TASK DIRECTIONS :: Among these entries, how many lines contain "check"? Say the number and nothing else.

Saved data entries ::
● ● ● ● ●
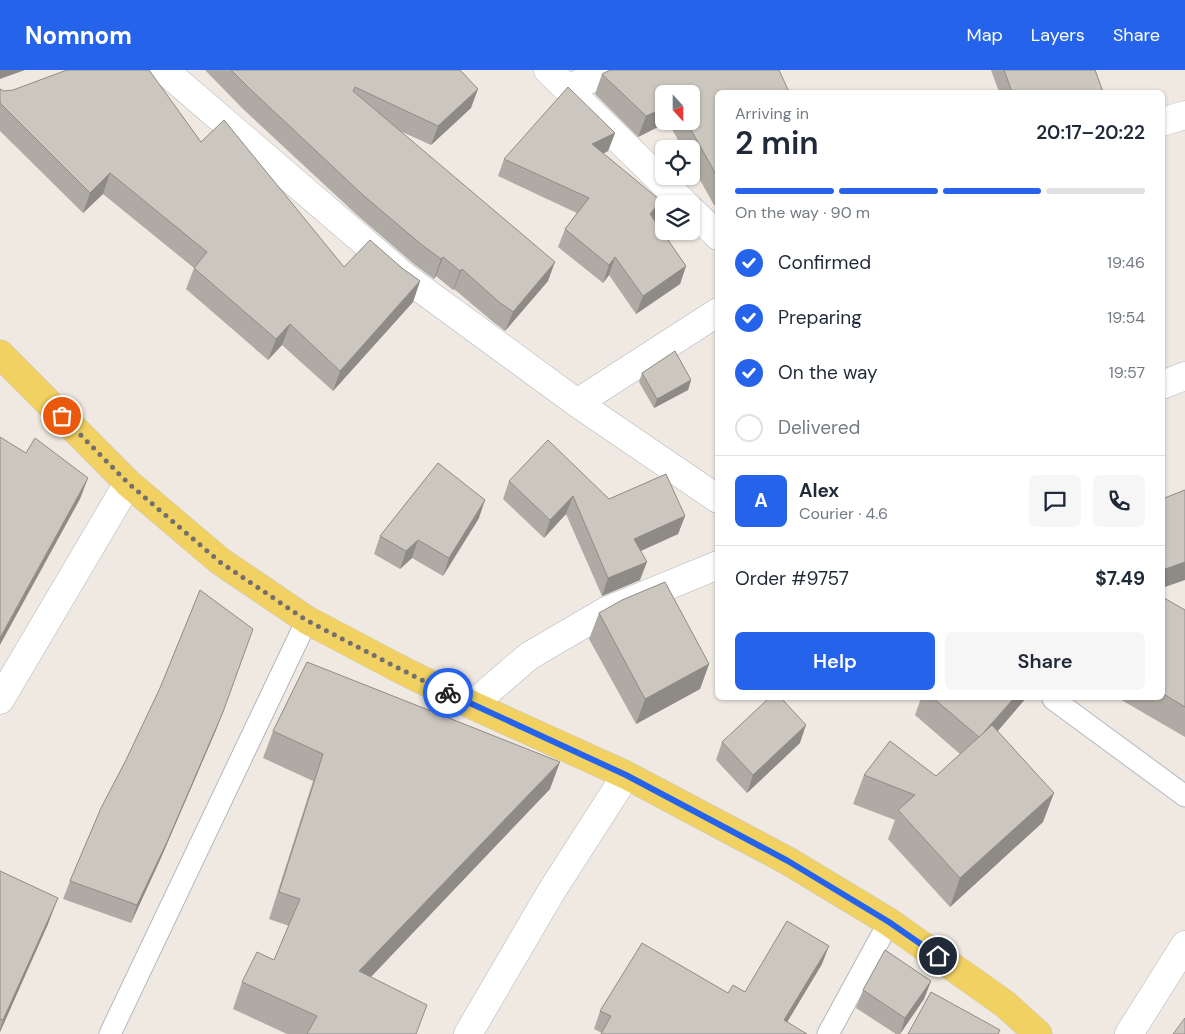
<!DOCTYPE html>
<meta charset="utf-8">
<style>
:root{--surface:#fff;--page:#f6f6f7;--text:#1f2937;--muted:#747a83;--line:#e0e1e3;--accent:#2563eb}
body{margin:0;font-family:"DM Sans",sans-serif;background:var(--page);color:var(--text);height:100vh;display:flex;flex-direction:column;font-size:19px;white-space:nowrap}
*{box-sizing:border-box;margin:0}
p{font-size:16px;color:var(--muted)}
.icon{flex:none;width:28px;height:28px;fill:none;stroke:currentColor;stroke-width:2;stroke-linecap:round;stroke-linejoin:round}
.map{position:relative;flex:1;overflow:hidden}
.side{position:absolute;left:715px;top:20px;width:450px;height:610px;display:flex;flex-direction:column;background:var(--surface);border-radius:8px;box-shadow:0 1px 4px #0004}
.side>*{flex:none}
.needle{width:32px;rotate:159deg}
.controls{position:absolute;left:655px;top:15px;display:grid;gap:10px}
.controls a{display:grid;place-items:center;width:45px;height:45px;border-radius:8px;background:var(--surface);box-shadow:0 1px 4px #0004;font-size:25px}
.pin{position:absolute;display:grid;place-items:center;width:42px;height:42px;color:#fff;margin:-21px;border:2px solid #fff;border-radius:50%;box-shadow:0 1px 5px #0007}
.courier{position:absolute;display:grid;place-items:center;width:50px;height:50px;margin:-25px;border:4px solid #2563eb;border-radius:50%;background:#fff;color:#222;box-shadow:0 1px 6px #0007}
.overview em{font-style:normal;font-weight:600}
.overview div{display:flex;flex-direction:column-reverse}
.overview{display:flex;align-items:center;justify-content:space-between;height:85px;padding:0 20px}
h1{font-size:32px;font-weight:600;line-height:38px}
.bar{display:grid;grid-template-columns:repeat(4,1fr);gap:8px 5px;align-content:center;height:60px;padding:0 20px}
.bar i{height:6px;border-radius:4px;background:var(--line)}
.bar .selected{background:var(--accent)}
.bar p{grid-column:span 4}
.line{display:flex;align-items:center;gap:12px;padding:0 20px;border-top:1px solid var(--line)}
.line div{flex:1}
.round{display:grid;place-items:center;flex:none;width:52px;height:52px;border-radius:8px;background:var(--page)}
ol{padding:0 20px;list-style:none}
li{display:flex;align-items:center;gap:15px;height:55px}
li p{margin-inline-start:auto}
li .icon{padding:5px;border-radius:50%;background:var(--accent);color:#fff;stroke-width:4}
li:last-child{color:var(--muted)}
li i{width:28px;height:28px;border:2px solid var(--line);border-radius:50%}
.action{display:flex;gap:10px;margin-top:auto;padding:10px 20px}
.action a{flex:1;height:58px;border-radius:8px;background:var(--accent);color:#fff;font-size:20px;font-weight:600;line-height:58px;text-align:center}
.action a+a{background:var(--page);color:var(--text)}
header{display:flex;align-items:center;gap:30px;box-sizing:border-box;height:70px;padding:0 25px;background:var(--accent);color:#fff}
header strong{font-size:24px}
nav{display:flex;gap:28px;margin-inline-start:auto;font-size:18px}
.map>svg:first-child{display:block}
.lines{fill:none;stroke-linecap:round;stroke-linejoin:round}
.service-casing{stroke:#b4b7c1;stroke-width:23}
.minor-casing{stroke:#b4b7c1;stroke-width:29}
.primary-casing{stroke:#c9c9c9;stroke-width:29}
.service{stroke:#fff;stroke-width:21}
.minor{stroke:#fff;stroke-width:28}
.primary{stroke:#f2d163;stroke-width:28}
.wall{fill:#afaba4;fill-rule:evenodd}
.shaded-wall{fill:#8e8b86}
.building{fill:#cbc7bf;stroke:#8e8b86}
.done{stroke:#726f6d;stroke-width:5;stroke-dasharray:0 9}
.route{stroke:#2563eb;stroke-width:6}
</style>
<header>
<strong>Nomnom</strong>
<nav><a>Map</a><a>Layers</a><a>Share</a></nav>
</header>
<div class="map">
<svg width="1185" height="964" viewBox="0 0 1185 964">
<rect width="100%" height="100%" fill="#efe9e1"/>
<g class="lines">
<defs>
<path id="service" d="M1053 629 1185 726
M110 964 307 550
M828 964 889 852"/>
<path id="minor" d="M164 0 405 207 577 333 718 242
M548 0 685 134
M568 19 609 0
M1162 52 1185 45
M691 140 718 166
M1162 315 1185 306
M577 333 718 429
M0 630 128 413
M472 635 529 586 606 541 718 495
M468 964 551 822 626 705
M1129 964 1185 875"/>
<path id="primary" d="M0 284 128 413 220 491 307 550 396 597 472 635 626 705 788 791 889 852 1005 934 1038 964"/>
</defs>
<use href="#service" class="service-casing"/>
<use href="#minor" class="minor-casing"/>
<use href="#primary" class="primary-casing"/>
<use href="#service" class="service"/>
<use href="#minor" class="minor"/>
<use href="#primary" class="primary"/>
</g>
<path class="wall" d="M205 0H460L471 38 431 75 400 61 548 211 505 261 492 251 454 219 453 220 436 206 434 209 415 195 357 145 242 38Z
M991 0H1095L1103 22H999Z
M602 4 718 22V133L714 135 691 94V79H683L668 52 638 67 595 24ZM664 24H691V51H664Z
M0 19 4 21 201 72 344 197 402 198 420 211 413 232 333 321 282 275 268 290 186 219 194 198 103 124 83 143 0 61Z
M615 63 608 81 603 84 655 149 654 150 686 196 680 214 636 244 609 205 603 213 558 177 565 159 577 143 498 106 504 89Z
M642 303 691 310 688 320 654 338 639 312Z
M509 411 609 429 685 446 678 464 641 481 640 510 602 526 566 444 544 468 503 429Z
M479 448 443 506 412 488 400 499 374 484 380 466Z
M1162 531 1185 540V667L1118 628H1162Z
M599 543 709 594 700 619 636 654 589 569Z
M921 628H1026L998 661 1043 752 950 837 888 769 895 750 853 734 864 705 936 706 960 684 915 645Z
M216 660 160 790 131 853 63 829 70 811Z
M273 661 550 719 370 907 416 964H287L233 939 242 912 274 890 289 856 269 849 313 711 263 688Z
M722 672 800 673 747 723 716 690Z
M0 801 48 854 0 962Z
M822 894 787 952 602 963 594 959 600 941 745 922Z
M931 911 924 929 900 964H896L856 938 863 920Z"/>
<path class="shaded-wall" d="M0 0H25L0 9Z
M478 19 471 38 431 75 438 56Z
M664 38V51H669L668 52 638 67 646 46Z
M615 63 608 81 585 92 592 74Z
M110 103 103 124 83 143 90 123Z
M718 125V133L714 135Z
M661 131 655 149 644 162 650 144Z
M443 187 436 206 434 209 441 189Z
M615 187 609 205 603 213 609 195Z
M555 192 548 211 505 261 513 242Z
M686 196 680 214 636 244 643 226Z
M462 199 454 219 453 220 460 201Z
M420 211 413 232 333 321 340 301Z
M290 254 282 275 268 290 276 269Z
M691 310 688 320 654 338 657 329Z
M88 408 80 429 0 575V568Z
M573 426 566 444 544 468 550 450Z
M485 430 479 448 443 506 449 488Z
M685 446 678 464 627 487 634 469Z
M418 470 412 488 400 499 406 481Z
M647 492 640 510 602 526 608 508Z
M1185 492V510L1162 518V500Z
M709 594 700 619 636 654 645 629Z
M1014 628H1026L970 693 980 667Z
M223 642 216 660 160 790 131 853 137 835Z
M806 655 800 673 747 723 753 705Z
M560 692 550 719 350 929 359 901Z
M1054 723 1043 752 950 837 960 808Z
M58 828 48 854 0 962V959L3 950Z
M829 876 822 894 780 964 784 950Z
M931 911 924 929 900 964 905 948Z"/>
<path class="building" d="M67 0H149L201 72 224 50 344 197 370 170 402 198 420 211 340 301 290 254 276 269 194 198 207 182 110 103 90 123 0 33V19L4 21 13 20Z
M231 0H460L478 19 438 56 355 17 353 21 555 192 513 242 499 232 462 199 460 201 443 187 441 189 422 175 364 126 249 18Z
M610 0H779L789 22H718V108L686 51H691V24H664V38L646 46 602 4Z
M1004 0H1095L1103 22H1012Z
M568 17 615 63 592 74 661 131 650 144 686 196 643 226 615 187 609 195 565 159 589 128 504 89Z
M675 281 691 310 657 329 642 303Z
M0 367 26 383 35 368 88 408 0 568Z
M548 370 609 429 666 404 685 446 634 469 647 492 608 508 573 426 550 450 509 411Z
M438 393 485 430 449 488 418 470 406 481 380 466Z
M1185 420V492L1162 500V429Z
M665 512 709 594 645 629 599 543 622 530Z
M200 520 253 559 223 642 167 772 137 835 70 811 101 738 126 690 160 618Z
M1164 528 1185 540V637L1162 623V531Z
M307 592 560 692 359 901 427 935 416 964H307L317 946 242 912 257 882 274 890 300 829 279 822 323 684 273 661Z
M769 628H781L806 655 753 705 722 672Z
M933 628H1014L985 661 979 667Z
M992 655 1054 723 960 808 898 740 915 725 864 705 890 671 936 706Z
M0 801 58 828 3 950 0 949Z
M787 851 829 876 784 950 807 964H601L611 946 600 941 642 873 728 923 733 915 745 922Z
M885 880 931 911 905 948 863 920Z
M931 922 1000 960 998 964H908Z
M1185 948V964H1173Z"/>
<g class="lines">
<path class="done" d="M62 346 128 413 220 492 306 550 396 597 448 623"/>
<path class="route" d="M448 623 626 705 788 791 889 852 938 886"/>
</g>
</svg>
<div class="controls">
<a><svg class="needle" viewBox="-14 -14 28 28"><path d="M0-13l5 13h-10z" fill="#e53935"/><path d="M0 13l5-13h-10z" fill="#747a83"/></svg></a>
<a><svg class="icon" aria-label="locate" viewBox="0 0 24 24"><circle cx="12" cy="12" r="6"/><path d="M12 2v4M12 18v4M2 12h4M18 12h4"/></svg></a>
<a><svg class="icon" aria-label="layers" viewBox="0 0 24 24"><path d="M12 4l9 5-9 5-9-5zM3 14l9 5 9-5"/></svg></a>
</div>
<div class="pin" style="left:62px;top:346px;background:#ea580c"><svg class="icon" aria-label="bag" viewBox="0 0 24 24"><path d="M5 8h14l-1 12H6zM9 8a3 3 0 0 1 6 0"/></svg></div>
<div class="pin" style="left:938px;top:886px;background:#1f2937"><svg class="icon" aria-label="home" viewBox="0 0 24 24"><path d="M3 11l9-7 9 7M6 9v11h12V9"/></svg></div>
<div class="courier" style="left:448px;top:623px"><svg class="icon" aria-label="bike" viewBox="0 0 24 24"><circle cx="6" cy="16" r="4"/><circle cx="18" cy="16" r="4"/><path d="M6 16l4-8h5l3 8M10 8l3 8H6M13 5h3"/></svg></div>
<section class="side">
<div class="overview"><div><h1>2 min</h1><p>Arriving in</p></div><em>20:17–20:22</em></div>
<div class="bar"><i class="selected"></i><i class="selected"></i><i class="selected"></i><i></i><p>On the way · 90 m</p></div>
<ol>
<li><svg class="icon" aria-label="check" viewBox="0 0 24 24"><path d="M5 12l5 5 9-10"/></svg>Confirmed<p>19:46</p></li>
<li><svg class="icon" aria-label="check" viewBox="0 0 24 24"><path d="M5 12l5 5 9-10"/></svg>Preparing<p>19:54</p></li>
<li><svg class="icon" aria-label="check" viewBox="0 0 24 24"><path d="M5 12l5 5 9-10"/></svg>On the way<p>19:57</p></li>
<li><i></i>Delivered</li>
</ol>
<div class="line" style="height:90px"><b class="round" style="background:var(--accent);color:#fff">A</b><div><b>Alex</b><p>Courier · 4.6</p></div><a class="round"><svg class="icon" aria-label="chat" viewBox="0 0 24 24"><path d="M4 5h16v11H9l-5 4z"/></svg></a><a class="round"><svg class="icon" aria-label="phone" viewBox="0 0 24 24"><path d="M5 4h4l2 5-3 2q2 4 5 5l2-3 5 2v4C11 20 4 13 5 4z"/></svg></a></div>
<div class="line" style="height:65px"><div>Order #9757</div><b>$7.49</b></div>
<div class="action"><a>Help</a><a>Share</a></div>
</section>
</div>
● ● ● ● ●
YOUR RESPONSE :: 3